Senators on Wednesday decried attacks on Catholic Supreme Court nominee Amy Coney Barrett’s religious beliefs.
“It is the definition of discrimination to assert that Justice Barrett’s particular faith makes her uniquely unqualified for this promotion,” Senate Majority Leader Mitch McConnell (R-Ky.) stated on Wednesday. “Every Supreme Court Justice in history has possessed personal views.”
Responding to media and political criticism that Barrett’s faith-based beliefs rendered her incapable of serving as a justice, McConnell condemned the suggestions “that Judge Barrett is too Christian, or the wrong kind of Christian, to be a good judge.”
McConnell’s remarks came after multiple reports on Tuesday focused on Barrett’s membership in the ecumenical Christian group People of Praise, and suggested that her membership of the group meant she believed that women should be submissive to men.
Barrett currently serves a judge on the Seventh Circuit Court of Appeals and was formerly a professor at the University of Notre Dame Law School. A mother of seven, she is a member of People of Praise, an ecumenical charismatic group founded in the 1970s for Christians to practice their faith in community.
The group has previously been criticized as a “cult” where husbands and wives were previously referred to as “heads” and “handmaidens”–both Scriptural references. Shortly before Barrett was nominated by Trump to serve on the Supreme Court on Sept. 26, People of Praise was hacked, and its membership roles accessed.
Bishop Peter Smith, the auxiliary bishop of Portland and a member of the priestly association Brotherhood of the People of Praise, told CNA that original members started a “covenant,” not an oath, to pray together, tithe, and meet regularly for spiritual, social, and service projects. He added that it is non-partisan, saying that he knew members of the group who were both Republican and Democrat.
On Thursday, The Guardian reported that Barrett, while a law student in the 1990s, resided in the house of the co-founder of People of Praise. The paper called the group “secretive” and one which “has been criticized for dominating the lives of its members and subjugating women.”
“The revelation,” The Guardian added, raises questions about the co-founder’s influence on Barrett’s current beliefs, saying that it “offers new clues about the possible influence of the People of Praise, and one of its leaders, on a woman who may shape the direction of the supreme court for the next 40 to 50 years.”

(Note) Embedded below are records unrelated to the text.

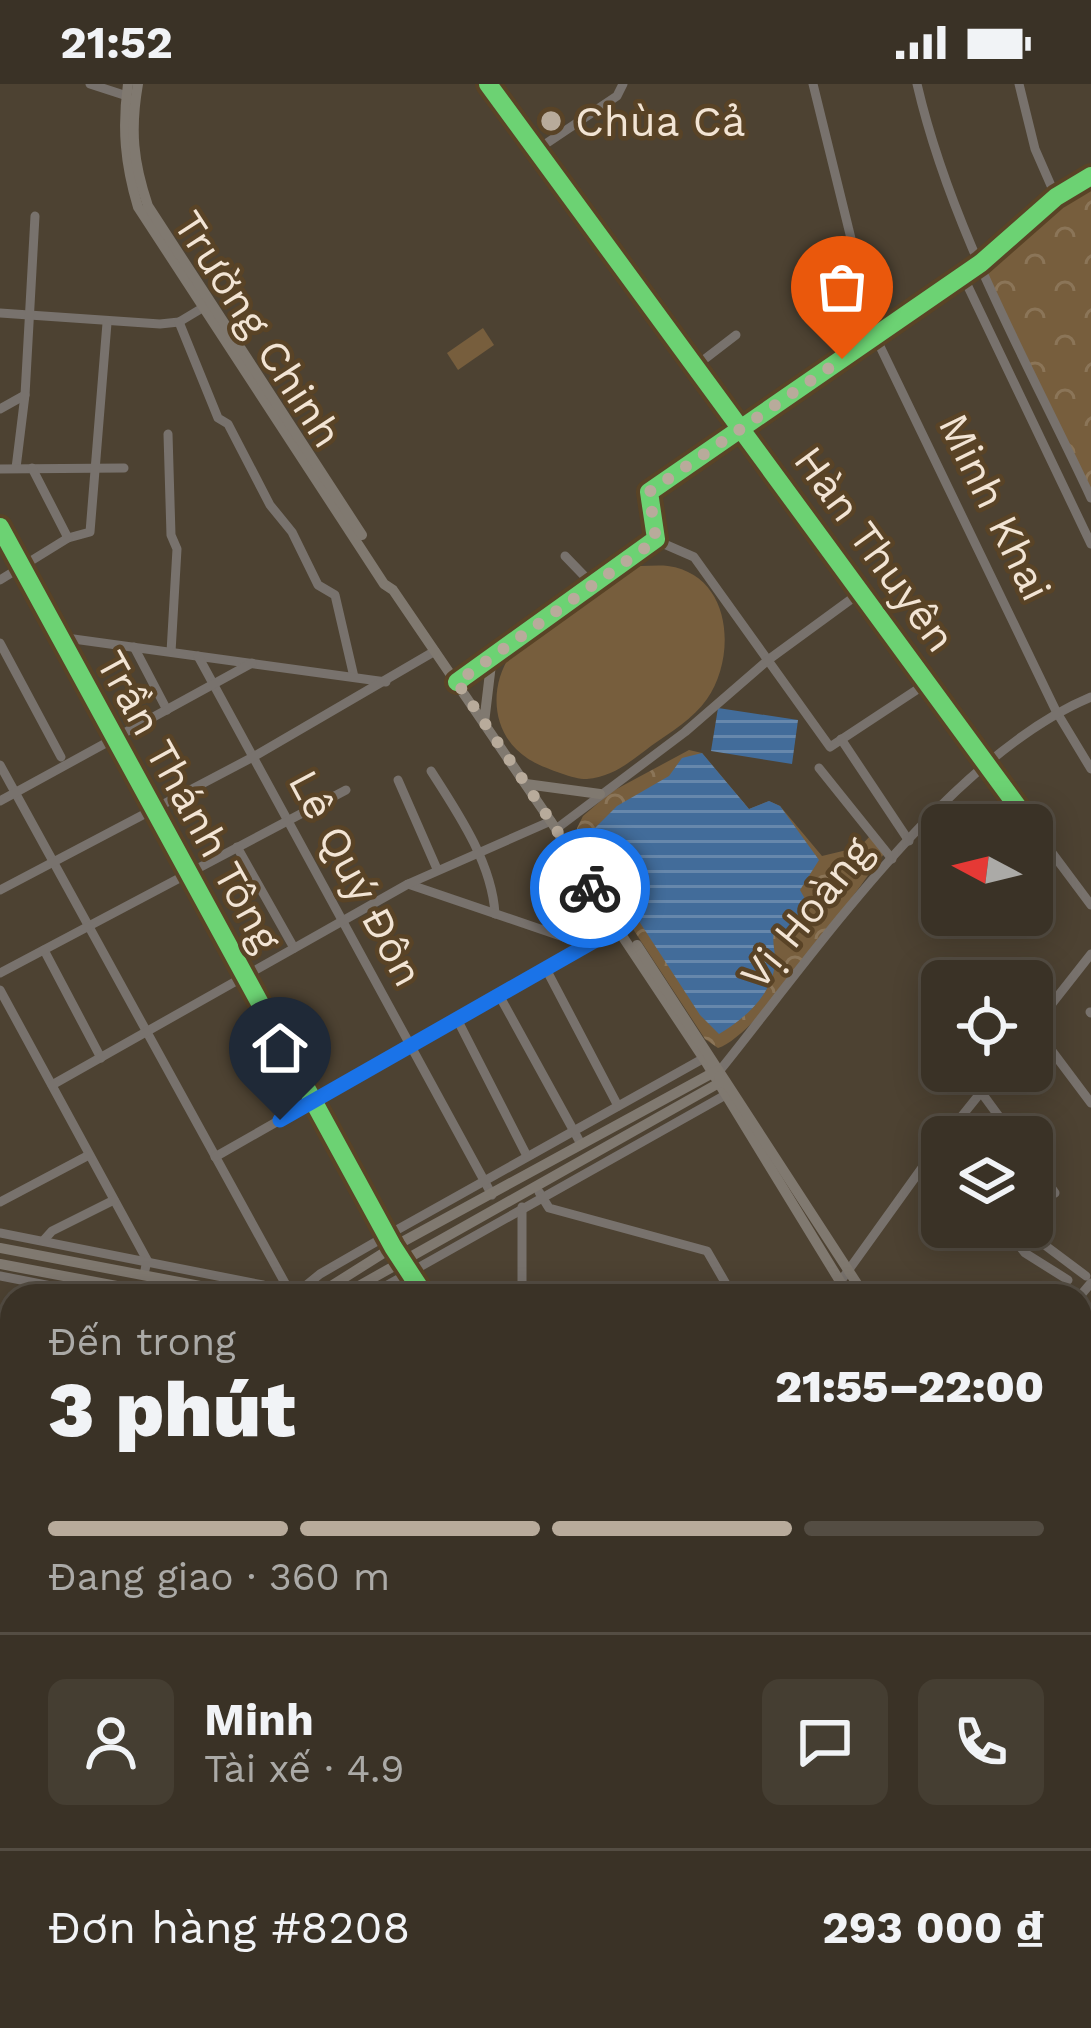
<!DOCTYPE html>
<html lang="vi">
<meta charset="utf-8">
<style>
body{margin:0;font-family:"Work Sans",sans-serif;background:#453e32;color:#f1f3f6;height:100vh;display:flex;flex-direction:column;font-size:45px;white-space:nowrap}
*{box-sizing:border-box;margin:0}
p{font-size:39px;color:#abaaa7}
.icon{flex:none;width:66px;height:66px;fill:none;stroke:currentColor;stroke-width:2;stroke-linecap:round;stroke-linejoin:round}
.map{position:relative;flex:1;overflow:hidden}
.drawer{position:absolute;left:0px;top:1200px;width:1092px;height:744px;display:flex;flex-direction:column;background:#3a3226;border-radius:36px 36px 0 0;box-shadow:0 6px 30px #0003,0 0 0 3px #544d43}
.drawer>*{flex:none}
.needle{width:78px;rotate:277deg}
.controls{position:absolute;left:921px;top:720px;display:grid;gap:24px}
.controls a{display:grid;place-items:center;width:132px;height:132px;border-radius:18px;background:#3a3226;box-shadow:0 6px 30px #0003,0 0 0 3px #544d43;font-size:60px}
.pin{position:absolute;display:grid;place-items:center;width:102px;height:102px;color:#fff;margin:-123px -51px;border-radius:50% 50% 50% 0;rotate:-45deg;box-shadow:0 0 12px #0007}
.pin .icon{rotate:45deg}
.courier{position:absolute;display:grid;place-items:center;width:120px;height:120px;margin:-60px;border:9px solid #1a73e8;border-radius:50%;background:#fff;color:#222;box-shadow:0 3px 15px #0007}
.headline em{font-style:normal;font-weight:800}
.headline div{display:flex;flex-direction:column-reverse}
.headline{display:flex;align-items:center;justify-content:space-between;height:204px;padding:0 48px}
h1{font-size:78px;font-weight:800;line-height:90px}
.bar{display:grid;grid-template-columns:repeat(4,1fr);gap:18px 12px;align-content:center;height:144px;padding:0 48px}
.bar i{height:15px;border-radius:9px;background:#544d43}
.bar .active{background:#b8ab9b}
.bar p{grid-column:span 4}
.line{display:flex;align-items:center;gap:30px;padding:0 48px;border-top:3px solid #544d43}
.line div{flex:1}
.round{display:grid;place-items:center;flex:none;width:126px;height:126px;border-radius:18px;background:#453e32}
.status{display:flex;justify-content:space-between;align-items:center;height:84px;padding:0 60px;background:#3a3226;direction:ltr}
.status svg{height:33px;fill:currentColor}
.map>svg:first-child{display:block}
.green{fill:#775e3d}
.park{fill:url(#park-crowns)}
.water{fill:url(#water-rules)}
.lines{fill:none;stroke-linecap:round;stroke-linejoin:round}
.minor{stroke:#78726d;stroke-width:9}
.major{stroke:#807970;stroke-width:10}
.cycleway-casing{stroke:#594326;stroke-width:26}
.cycleway{stroke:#6cd273;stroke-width:18}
.done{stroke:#b8ab9b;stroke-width:12;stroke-dasharray:0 21.6}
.route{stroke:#1a73e8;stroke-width:15}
.poi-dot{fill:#b8ab9b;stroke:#594326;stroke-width:4.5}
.labels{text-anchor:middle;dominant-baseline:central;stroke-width:9;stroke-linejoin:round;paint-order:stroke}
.poi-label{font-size:42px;fill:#f2e4d4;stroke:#594326;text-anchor:start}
.street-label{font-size:42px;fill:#f2e4d4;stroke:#594326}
</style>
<div class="status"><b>21:52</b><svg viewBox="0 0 49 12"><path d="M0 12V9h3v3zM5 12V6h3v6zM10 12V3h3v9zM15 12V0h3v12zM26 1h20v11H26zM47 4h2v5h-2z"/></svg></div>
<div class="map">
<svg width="1091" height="1944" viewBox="0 0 1091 1944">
<defs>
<pattern id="park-crowns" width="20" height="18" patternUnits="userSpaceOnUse" patternTransform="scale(3)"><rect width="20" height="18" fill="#775e3d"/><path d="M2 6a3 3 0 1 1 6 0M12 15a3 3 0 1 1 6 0" fill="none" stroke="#8b7558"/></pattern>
<pattern id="water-rules" width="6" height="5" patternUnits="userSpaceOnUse" patternTransform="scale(3)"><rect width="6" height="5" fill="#426c9a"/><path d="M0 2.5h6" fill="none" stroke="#6788ac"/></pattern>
</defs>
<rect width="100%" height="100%" fill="#4d4232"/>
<!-- green -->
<g class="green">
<path d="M 483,244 L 494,261 L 458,286 L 447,269 Z"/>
<path d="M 640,482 C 649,482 659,481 668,482 C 732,491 737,572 707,615 C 693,635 671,648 651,662 C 631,677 613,693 587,695 C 575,696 538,682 527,674 C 488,648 488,595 518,561 C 532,545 551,534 569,522 C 592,506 612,489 640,482 Z"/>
</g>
<!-- park -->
<g class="park">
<path d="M 1091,92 L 1091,414 L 981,179 L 1056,113 Z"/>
<path d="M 689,666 L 702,669 L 749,725 L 769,717 L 780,722 L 822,772 L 847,766 L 854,769 L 871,751 L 884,770 C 853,810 758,952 718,964 L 705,955 L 578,761 L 577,744 L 583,732 L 611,708 Z"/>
</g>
<!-- water -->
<g class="water">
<path d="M 718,624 L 798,636 L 792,680 L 711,667 Z"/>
<path d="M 702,669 L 749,725 L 769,717 L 780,722 L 819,776 L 800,806 L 809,822 L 795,846 L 774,847 C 772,859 775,865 775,876 C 775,909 743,936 719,950 L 700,931 L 585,754 L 617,722 L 669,692 L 682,674 Z"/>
<path d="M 12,1848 L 12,1932 L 163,1932 L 164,1944 L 0,1944 L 0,1850 Z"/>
<path d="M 320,1932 L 562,1932 L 588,1939 L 595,1932 L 745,1932 L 753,1944 L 327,1944 Z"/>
</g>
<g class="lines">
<!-- minor -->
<g class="minor">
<path d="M 90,0 L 127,12"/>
<path d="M 488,0 L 1031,741"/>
<path d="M 813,0 L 875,252 L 1056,627 L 1091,685"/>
<path d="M 917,0 C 951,146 1028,279 1091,414"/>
<path d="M 1019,0 L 1035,65 L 1056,113"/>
<path d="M 538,65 L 617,12 L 623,0"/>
<path d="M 962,190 L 1091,460"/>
<path d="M 0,229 L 160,240 L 179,238 L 204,223"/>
<path d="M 179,238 L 218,334 L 228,340 L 270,421 L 292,448 L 318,501 L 335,511 L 354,593"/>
<path d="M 697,281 L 736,251"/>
<path d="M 0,325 L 25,311"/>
<path d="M 168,350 L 171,451 L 177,465 L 171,568"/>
<path d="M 16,384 L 25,311 L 35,132"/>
<path d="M 0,385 L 124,384"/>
<path d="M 0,443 L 393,1163 L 425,1212"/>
<path d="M 68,454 L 90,448 L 107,239"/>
<path d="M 655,456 L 694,473 L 830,663 L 927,599"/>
<path d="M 565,472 L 593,501"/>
<path d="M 0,496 L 68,454 L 32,384"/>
<path d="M 59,553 L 386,598"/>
<path d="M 0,559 L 61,673"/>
<path d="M 134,563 L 167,626"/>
<path d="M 198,572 L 492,1111"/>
<path d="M 457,598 L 656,455 L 649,408 L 981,179 L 1056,113 L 1091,92"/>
<path d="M 841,655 L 909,757"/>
<path d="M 0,681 L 291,1210"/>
<path d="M 819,684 L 892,775"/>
<path d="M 431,687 C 458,729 492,779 495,830"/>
<path d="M 398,696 L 437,785"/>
<path d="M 0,717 L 252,579"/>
<path d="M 1032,742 L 1091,821"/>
<path d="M 556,745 L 685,648 L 768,576 L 861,508"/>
<path d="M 237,763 L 294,864"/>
<path d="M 408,800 L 587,861"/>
<path d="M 0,806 L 253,673 L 435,567"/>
<path d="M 44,866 L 101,974"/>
<path d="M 546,885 L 618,1022"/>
<path d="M 0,889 L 346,706"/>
<path d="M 0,906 L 147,1176 L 144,1191"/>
<path d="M 499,911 L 581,1060"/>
<path d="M 1090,928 L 1091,929"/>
<path d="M 457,935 L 527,1072"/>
<path d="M 1034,943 L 1091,1019"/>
<path d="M 1032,945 L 1091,870"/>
<path d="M 721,985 C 816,867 951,671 1091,613"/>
<path d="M 52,1001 L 408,800 L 551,737"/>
<path d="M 981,1008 L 1014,1053"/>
<path d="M 945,1053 L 998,987"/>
<path d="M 215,1073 L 617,844"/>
<path d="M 1032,1077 L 1055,1109"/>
<path d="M 539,1108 L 549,1124 L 707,1167 L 733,1212"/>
<path d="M 0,1118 L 89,1071"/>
<path d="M 1005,1143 L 1025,1169 L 1068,1196"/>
<path d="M 1028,1143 L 1038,1156 L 1086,1192"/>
<path d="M 0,1149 L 263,1201 L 281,1212"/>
<path d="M 43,1157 L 52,1147 L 114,1116"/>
<path d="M 0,1192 L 102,1212"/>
<path d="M 422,1207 L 446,1212"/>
<path d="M 298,1208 L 320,1190 L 386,1152 L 706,973"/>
<path d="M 368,1212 L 729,1009"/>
<path d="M 522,1212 L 522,1123"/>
<path d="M 823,1212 L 840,1198 L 942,1056"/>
<path d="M 1080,1212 L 1091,1199"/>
<path d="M 0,1253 L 12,1242"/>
<path d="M 0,1358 L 12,1362"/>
<path d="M 1080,1613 L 1091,1605"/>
<path d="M 1080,1617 L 1091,1621"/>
<path d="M 0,1634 L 12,1636"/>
<path d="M 4,1751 L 12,1758"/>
<path d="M 171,1932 L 172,1944"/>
<path d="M 312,1932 L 319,1944"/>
<path d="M 260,1944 L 285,1932"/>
<path d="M 1001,1944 L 1003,1932"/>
</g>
<!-- major -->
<g class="major">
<path d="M 128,0 C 122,44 125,80 138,123 L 384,500 L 393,506 L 556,745 L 577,784 L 704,975 L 849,1212"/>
<path d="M 138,0 C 130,46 133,78 148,122 L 362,451"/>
<path d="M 484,639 L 492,572"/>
<path d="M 526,700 L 600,710"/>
<path d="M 637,861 L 865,1212"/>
<path d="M 0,1164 L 253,1212"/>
<path d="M 0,1180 L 170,1212"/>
<path d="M 305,1209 L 328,1204 L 393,1163 L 718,986"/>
<path d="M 341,1212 L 719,999 L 720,992"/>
<path d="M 1080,1548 L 1091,1564"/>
<path d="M 1080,1738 L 1091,1732"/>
<path d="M 841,1944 L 842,1932"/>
</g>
<!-- cycleway casing -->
<g class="cycleway-casing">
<g id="cycleway">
<path d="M 488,0 L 1031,741"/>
<path d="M 0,443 L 393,1163 L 425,1212"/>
<path d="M 457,598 L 656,455 L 649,408 L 981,179 L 1056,113 L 1091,92"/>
</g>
</g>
<!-- cycleway -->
<use href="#cycleway" class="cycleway"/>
</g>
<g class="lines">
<!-- done -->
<path class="done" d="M 590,804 L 556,745 L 457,598 L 656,456 L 649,408 L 842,275"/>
<!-- route -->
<path class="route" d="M 280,1036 L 617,844 L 590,804"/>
</g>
<!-- markers -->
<circle class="poi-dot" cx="551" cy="37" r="12"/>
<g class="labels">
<!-- poi labels -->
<g class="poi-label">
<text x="575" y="37">Chùa Cả</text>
</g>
<!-- street labels -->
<g class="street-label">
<text transform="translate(258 245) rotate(57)">Trường Chinh</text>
<text transform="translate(995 423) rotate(64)">Minh Khai</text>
<text transform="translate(875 465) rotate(54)">Hàn Thuyên</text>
<text transform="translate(189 717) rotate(61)">Trần Thánh Tông</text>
<text transform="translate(356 794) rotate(62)">Lê Quý Đôn</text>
<text transform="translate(806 829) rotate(-51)">Vị Hoàng</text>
</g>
</g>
</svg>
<div class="controls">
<a><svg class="needle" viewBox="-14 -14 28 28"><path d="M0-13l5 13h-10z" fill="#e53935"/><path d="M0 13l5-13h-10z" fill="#abaaa7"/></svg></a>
<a><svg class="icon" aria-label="locate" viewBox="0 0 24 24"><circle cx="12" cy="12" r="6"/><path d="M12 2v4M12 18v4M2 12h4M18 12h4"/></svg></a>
<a><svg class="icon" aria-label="layers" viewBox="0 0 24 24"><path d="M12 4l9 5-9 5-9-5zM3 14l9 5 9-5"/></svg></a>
</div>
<div class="pin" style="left:842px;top:275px;background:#ea580c"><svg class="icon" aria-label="bag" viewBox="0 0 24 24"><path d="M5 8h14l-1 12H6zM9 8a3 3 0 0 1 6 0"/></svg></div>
<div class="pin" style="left:280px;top:1036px;background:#1f2937"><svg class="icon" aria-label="home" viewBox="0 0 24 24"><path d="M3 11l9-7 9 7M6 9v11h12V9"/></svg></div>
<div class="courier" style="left:590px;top:804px"><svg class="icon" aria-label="bike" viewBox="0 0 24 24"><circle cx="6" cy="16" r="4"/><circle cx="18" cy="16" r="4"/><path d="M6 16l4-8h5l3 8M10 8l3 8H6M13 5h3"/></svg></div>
<section class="drawer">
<div class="headline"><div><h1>3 phút</h1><p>Đến trong</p></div><em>21:55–22:00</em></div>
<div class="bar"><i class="active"></i><i class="active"></i><i class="active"></i><i></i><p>Đang giao · 360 m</p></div>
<div class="line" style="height:216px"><a class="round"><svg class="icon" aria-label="person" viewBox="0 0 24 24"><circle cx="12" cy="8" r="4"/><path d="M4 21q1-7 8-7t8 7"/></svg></a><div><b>Minh</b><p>Tài xế · 4.9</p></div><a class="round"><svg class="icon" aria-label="chat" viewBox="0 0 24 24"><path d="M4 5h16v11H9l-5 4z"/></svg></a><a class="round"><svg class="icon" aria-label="phone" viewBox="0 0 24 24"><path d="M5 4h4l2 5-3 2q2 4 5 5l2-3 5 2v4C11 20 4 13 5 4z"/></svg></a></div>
<div class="line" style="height:156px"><div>Đơn hàng #8208</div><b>293 000 ₫</b></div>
</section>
</div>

Late on Tuesday evening, the Washington Post noted Barrett’s position of “handmaiden” in People of Praise, and reported on the group’s promotion of “obedience” and “submission” of wives to husbands. The paper interviewed former members of the group who said that women held lesser positions in the group to men, and that wives were expected to cede decision-making in the home to husbands.
CNA previously spoke with a former member who acknowledged that People of Praise could foster unhealthy behavior without proper supervision, but that “the rank and file People of Praise members are very, very good people, wholeheartedly dedicated to the Lord.” Another critic, philosopher Adrian Reimers, said the group’s theological approach had “serious errors.”
On Thursday, senators and Catholics said the new reports insinuated that Barrett’s Catholic faith was proof she would be influenced by extremist beliefs as a judge.
“Catholic believes Catholic stuff, story at eleven,” Sen. Ben Sasse (R-Neb.) quipped, calling the “conspiracy theory” that Barrett was “controlled” by the group “bigoted and sexist.”
Senate Majority Leader Mitch McConnell called the “attacks” on Barrett’s faith “a disgrace” and which “insult millions of American believers.”
“The secular left says they’re for progress, but they’ve just wandered back into the embarrassing tropes of the 1960s, when some argued John F. Kennedy would obey the Pope over the national interest,” he said.
Rep. Chuck Fleischmann (R-Tenn.), a Catholic, said that he also “tried to save money on housing in law school,” and decried the “desperate attacks” on Barrett’s faith.
Matthew Franck, a lecturer in politics at Princeton University and senior fellow at the Witherspoon Institute, tweeted that the Post’s “thorough reporting” revealed “that there is nothing much to say about People of Praise except that the members appear to help one another live more virtuous Christian lives.”